** Opening RECORD SET block **
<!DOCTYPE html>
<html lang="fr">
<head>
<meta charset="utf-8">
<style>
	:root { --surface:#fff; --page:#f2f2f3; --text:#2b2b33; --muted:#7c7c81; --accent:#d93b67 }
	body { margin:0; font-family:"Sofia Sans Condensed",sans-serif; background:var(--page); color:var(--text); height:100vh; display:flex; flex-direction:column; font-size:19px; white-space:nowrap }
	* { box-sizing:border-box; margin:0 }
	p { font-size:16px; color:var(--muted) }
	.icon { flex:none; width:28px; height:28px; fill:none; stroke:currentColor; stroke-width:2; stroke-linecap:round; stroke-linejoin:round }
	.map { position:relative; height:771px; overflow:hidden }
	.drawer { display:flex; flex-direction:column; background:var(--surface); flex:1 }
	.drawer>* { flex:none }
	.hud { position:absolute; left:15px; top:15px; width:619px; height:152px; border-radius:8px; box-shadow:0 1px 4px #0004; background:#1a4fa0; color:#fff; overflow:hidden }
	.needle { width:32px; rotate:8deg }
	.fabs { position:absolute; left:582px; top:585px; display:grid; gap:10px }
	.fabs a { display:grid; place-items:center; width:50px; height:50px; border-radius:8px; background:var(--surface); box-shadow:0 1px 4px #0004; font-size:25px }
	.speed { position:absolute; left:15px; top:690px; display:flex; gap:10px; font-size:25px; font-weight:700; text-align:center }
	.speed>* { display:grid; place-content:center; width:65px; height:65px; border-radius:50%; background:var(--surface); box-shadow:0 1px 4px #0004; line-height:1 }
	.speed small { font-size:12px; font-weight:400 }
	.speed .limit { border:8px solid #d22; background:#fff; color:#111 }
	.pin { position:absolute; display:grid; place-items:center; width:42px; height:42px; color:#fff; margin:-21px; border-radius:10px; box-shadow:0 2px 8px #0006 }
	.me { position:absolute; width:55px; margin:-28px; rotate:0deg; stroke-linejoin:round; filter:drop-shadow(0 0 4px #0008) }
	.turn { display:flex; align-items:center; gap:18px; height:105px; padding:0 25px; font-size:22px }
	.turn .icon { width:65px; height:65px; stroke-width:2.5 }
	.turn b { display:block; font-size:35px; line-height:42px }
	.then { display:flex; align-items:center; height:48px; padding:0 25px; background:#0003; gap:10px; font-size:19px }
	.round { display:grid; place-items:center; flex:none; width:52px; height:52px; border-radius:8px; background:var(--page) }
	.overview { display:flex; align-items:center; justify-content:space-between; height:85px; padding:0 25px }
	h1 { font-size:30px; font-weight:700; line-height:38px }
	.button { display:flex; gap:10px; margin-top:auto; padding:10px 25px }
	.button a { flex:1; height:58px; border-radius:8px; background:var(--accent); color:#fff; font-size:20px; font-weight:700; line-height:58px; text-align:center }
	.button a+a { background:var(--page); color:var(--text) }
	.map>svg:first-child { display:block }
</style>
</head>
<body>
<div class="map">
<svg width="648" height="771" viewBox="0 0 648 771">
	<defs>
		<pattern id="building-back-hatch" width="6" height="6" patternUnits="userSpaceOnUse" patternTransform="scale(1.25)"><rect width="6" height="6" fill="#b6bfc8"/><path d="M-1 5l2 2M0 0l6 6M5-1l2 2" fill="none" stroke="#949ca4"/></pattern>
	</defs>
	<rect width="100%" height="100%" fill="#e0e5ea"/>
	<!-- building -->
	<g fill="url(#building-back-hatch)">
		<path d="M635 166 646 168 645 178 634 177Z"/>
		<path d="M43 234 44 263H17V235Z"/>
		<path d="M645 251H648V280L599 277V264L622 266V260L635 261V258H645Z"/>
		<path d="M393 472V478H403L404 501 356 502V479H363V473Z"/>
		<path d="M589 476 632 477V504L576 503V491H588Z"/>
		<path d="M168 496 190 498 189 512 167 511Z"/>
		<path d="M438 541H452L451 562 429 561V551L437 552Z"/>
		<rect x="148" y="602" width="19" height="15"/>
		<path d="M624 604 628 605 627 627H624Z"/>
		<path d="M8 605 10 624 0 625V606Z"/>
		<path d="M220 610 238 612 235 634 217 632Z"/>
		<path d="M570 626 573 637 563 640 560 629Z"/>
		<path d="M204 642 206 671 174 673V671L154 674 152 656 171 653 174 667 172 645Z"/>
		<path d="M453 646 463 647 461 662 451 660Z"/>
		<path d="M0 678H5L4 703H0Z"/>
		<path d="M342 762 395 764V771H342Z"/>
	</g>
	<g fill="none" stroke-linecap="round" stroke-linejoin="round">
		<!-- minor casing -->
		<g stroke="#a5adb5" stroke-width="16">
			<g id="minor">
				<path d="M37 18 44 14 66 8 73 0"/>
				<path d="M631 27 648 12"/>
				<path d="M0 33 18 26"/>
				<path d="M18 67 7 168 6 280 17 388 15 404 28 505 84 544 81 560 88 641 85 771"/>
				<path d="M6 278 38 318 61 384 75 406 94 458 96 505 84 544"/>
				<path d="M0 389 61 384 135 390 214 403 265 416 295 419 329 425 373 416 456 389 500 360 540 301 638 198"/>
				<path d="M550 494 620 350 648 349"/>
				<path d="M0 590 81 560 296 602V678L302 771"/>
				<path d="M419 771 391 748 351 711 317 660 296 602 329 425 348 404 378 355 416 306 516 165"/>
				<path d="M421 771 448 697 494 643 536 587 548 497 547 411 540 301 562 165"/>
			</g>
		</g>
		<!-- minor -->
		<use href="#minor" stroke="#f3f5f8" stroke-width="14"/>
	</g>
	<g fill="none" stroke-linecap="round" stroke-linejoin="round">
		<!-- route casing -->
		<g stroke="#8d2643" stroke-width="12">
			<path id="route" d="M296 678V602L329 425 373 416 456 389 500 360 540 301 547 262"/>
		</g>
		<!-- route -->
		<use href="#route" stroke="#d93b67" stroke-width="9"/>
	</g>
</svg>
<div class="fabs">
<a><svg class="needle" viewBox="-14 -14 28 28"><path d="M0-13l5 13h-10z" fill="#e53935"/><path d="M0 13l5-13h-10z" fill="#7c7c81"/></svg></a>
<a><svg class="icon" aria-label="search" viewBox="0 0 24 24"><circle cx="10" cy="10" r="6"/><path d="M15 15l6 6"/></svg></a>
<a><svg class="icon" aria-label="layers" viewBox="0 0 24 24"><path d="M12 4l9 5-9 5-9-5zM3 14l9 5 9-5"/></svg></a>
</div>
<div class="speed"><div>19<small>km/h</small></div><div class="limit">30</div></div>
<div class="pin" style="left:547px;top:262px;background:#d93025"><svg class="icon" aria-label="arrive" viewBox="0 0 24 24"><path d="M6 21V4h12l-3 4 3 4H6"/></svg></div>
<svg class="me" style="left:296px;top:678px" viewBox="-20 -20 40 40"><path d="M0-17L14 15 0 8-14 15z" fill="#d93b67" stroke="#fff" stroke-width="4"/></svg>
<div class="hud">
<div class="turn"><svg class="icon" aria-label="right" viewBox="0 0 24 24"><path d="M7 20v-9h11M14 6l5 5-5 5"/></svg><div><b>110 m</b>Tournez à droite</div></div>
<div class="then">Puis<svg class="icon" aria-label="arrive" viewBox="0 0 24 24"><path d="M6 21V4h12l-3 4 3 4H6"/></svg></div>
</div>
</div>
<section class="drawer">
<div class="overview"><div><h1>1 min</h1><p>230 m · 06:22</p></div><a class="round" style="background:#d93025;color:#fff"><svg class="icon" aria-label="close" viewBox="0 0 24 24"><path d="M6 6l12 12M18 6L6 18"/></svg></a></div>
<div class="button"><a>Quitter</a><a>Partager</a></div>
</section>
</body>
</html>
** Closing RECORD SET block **
• EXERCISE DESCRIPTION:
Up to and including the line with "position:absolute; left:582px; top:585px;", transcribe the entries above exactly, starting from their first line.

• ANSWER FOR THE TASK:
<!DOCTYPE html>
<html lang="fr">
<head>
<meta charset="utf-8">
<style>
	:root { --surface:#fff; --page:#f2f2f3; --text:#2b2b33; --muted:#7c7c81; --accent:#d93b67 }
	body { margin:0; font-family:"Sofia Sans Condensed",sans-serif; background:var(--page); color:var(--text); height:100vh; display:flex; flex-direction:column; font-size:19px; white-space:nowrap }
	* { box-sizing:border-box; margin:0 }
	p { font-size:16px; color:var(--muted) }
	.icon { flex:none; width:28px; height:28px; fill:none; stroke:currentColor; stroke-width:2; stroke-linecap:round; stroke-linejoin:round }
	.map { position:relative; height:771px; overflow:hidden }
	.drawer { display:flex; flex-direction:column; background:var(--surface); flex:1 }
	.drawer>* { flex:none }
	.hud { position:absolute; left:15px; top:15px; width:619px; height:152px; border-radius:8px; box-shadow:0 1px 4px #0004; background:#1a4fa0; color:#fff; overflow:hidden }
	.needle { width:32px; rotate:8deg }
	.fabs { position:absolute; left:582px; top:585px; display:grid; gap:10px }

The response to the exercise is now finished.